E’ più o meno ciò che avviene anche nell’industria farmaceutica: i farmaci sono accettati sulla base degli effetti medi che presentano durante le varie prove a cui vengono sottoposti.
Sebbene sia spesso pratico e semplice, potete rendervi conto che una media è qualcosa che potenzialmente lascia al di fuori gran parte del “preso in causa”.
Pensate a quella trentina di atleti all’interno del gruppo con soglia sopra i 3 millimoli, alcuni magari a 4. E pensate agli altri trenta con soglia a 1,5 o 1,6. Per loro un allenamento a ritmo maratona a 2 millimoli non sarebbe forse un allenamento sbagliato?

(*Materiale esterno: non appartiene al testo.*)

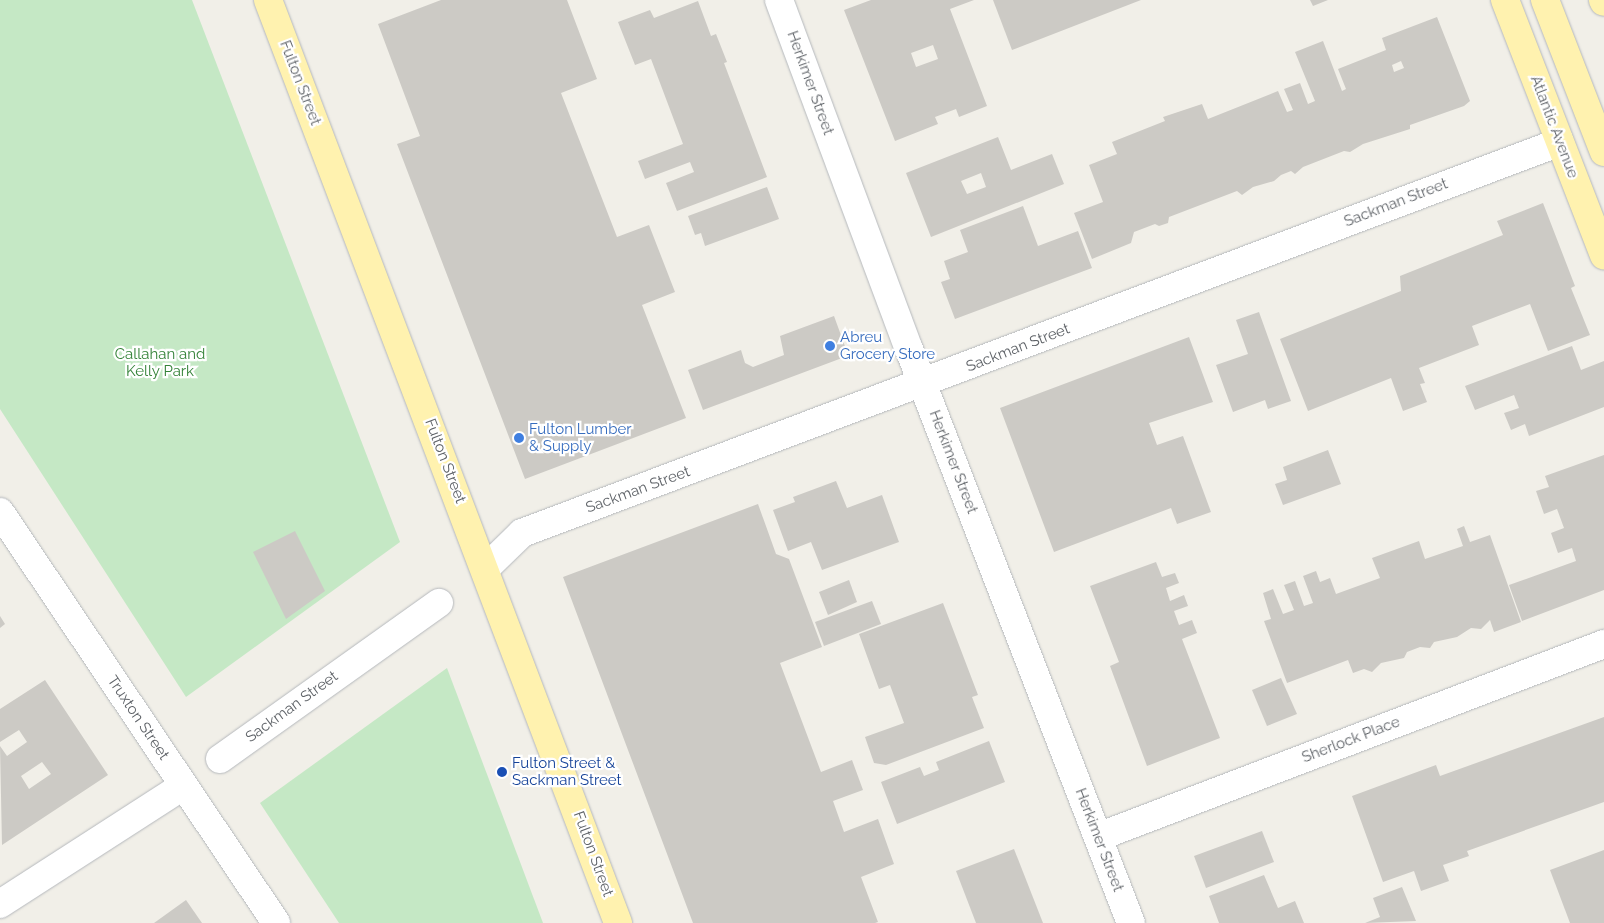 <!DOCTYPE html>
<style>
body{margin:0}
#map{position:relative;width:1604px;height:923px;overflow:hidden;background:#f1efe8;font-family:Raleway,sans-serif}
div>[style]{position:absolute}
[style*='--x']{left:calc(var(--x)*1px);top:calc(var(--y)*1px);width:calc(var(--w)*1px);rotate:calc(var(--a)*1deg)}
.green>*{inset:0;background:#c5e8c5}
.building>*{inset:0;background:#cccac5}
.roads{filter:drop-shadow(0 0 1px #b5b8bc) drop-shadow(0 0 1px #b5b8bc)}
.minor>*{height:28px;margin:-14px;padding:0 14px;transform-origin:14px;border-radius:14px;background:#fff}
.major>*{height:28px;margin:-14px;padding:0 14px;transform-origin:14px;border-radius:14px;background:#fff2af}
.dots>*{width:14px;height:14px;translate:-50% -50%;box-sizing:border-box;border:2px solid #fff;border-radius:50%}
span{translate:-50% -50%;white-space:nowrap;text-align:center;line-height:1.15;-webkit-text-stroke:4.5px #fff;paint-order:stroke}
.street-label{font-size:15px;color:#5f6368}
.shop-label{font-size:15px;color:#366cbe}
.left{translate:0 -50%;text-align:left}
.park-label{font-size:15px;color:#348238}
.transit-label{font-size:15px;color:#164399}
</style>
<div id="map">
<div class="green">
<i style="clip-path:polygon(0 0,192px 0,400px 542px,186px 697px,0 409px)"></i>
<i style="clip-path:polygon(447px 668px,543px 923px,339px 923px,260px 803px)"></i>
</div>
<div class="building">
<i style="clip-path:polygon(441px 0,567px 0,597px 79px,561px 93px,617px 237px,649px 225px,675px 292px,642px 305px,686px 418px,525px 479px,397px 144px,420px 136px,378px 24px)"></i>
<i style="clip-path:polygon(evenodd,871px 0,974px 0,950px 9px,987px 106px,959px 117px,956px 109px,935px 117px,938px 124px,895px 141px,844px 10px,871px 0,933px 45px,938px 59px,916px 67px,911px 53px,933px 45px)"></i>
<i style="clip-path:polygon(993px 0,1141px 0,1012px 50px)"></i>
<i style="clip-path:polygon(1310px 0,1328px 0,1313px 6px)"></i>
<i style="clip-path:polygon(698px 1px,711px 36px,716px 34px,727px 62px,724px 63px,767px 177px,677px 211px,666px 183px,694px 172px,690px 162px,645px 179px,638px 161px,683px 144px,651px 59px,635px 65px,618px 22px,650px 10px,654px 18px)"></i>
<i style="clip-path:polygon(evenodd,1437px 17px,1470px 101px,1464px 106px,1410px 125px,1410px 129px,1363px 144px,1350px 152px,1344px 151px,1303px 167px,1295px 174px,1291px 171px,1281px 175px,1274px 181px,1253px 187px,1242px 195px,1237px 191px,1169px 217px,1168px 223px,1159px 226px,1155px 224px,1134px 232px,1131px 243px,1092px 259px,1074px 213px,1103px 202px,1089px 165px,1117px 154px,1112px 142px,1165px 121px,1163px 117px,1202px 104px,1208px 119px,1278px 91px,1287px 112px,1293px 110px,1284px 89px,1300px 83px,1308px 104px,1315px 101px,1295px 52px,1323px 41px,1342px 91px,1346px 89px,1338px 69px,1386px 50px,1382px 38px,1437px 17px,1401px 61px,1404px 68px,1394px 72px,1392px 65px,1401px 61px)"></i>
<i style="clip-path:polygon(evenodd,998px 137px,1011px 170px,1052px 154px,1064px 184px,931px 237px,906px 173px,998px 137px,981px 173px,986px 187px,967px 194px,961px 181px,981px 173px)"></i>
<i style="clip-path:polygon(767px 187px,779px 219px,705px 246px,701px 233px,695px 235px,688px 216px)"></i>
<i style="clip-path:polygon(1543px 203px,1575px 286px,1571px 288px,1590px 335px,1548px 351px,1530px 304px,1472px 326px,1479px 345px,1419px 368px,1425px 383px,1420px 384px,1427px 402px,1403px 411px,1391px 378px,1308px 411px,1280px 339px,1401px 291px,1400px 276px,1503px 235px,1497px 221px)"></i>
<i style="clip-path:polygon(1023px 206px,1038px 246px,1078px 231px,1092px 268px,955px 319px,941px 282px,950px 279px,944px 261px,968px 252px,960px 230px)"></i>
<i style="clip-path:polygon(1259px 312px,1291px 401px,1268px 409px,1265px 400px,1233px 412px,1216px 365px,1248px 354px,1236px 320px)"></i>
<i style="clip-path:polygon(834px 316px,846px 349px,842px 358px,703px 410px,688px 370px,741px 350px,745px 363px,753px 367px,784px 355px,780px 336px)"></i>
<i style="clip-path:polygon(1189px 337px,1213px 402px,1149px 423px,1157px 445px,1183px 436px,1211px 512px,1177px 524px,1171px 508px,1054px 552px,1000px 408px)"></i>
<i style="clip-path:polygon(1572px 346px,1581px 370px,1604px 361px,1604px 407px,1529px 436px,1525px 424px,1511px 430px,1504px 413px,1519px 408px,1514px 395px,1475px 410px,1465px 386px)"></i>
<i style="clip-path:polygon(1328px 450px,1341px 484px,1283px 505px,1275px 484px,1287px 480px,1283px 467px)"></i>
<i style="clip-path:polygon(1604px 455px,1604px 590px,1522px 621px,1509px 585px,1576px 561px,1572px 548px,1558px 553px,1551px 533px,1564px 528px,1557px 509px,1544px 514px,1536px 491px,1549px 487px,1545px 476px)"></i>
<i style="clip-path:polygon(836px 481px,847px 508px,882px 495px,899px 542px,822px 570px,811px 542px,788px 551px,773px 510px,795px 502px,793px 497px)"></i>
<i style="clip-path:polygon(758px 504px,776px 554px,789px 559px,822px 647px,780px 663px,821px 772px,852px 760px,863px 790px,833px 801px,844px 832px,878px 819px,894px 864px,861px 877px,878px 922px,875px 923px,693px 923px,563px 577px)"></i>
<i style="clip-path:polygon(1464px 526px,1470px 542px,1490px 535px,1521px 622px,1494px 632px,1490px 620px,1481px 629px,1471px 628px,1457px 637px,1434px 642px,1430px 648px,1420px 647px,1407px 652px,1404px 658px,1381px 663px,1372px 672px,1364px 669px,1353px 673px,1348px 660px,1287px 683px,1264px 621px,1271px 619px,1263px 593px,1273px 589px,1283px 614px,1294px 610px,1284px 585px,1295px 581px,1304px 606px,1313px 603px,1303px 576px,1316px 571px,1320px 582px,1330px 578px,1336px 594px,1380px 578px,1372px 558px,1419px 541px,1425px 559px,1463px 546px,1457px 529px)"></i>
<i style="clip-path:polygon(295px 531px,325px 591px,286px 619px,253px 552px)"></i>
<i style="clip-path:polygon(1156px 562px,1162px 577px,1175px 573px,1179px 583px,1166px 588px,1170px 601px,1184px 595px,1188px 606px,1174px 611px,1179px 625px,1192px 620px,1197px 633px,1182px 639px,1220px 738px,1147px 766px,1110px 666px,1119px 662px,1090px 586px)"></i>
<i style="clip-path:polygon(849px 580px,857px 602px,828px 615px,819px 592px)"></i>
<i style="clip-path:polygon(872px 601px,881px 624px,824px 646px,815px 622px)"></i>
<i style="clip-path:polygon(943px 603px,978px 695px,972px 697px,984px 728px,886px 765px,874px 763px,865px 737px,904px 723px,890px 685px,879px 689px,859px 634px)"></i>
<i style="clip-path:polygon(0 616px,5px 624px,0 628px)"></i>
<i style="clip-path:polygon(1281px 678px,1297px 714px,1267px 726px,1252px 690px)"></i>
<i style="clip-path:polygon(evenodd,45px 680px,108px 775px,2px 845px,0 746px,7px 756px,27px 742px,19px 730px,0 742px,0 709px,45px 680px,42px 762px,51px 774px,29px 789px,21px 776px,42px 762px)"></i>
<i style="clip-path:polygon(1604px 717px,1604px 802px,1467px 851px,1469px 856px,1443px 865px,1449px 881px,1421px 891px,1414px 871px,1383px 882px,1352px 796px,1436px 765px,1440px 776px)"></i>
<i style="clip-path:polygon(989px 741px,1005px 782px,897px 824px,881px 782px,920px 767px,924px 776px,939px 770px,936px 762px)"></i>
<i style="clip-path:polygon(1262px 831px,1274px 862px,1206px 888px,1194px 856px)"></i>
<i style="clip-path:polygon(1014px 849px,1043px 923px,976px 923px,956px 871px)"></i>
<i style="clip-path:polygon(1604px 850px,1604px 923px,1570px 923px,1550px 870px)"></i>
<i style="clip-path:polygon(1264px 875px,1278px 908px,1295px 901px,1304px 923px,1219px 923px,1209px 896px)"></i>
<i style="clip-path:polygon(1402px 887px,1416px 921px,1365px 923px,1380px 917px,1373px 898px)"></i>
<i style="clip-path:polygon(186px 900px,202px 923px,154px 923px)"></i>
</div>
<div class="roads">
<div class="minor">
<i style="--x:779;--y:0;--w:372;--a:69.6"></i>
<i style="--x:909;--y:349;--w:615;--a:68.86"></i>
<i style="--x:0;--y:512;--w:495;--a:56.1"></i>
<i style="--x:486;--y:568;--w:50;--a:-44.2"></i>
<i style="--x:522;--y:533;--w:1109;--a:-20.64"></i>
<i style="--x:220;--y:759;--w:269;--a:-35.5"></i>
<i style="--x:1098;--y:837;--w:542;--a:-20.88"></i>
<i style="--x:0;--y:904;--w:218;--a:-32.8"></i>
</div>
<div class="major">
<i style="--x:268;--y:0;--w:987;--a:69.23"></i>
<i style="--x:1505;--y:0;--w:274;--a:68.8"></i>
<i style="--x:1545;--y:0;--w:163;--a:68.8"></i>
<i style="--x:1603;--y:0;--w:2;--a:63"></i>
</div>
</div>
<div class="dots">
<i style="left:830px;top:346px;background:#3f7fe0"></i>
<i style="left:519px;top:438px;background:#3f7fe0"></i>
<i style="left:502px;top:772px;background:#1a4fb4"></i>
</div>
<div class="street-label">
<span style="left:300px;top:83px;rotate:69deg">Fulton Street</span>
<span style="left:810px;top:83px;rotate:70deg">Herkimer Street</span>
<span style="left:1554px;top:127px;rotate:69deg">Atlantic Avenue</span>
<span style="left:1396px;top:203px;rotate:-21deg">Sackman Street</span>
<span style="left:1018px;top:348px;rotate:-21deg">Sackman Street</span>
<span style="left:445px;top:461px;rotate:69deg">Fulton Street</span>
<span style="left:953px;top:462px;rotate:69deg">Herkimer Street</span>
<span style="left:638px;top:490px;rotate:-20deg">Sackman Street</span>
<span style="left:292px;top:707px;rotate:-36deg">Sackman Street</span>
<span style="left:138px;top:718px;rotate:56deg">Truxton Street</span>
<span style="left:1351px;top:740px;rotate:-21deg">Sherlock Place</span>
<span style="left:1099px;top:840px;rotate:69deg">Herkimer Street</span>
<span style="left:593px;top:854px;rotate:70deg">Fulton Street</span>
</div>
<div class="shop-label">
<span class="left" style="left:840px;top:346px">Abreu<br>Grocery Store</span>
<span class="left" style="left:529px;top:438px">Fulton Lumber<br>&amp; Supply</span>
</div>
<div class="park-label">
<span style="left:160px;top:363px">Callahan and<br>Kelly Park</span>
</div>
<div class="transit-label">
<span class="left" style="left:512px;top:772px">Fulton Street &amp;<br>Sackman Street</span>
</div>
</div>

Allenerebbe forse qualcos’altro, ma non certo il ritmo maratona.
Forse sembrerà un pò estremo come esempio, ma non ci allontaniamo molto da ciò che accade realmente.
Gli atleti, nella gran parte dei casi, seguono modelli e schemi basati sulla norma, sulla media.
Pensate alle classiche “tabelle di allenamento”.
LA NECESSITÁ DI INDIVIDUALIZZARE
Ciò che manca, spesso, è la percezione della assoluta necessità di individualizzare.
Per massimizzare veramente l’allenamento, l’approccio dovrebbe essere basato sulle singole esigenze.
Ogni lavoro dovrebbe agire sulle caratteristiche uniche, le debolezze e le singole necessità di ogni atleta.
Ed è qui che torniamo alla frase di Coyle.
Concludo prendendo pari pari la fine di un post che ho fatto di recente sul blog di Project Ares sulla preparazione della mezza maratona (https://urly.it/3187m):
“È chiaro che, dall’altra parte della barricata, servono sportivi pronti ad usare il cervello e a lasciare la pigrizia altrove.
Tanto è sempre una questione di pigrizia.
Chi desidera tabelle generiche che “più o meno” possano fare al caso, è perché non ha voglia di comprendersi, studiare, documentarsi e pensare a come strutturare i propri miglioramenti.
Non c’è nulla di male in questo, per carità.
Ma è anche necessario capire che la stragrande maggioranza di prestazioni scadenti, infortuni e problematiche di vario tipo è dovuta proprio a questo tipo di approccio più statico ed indolente”.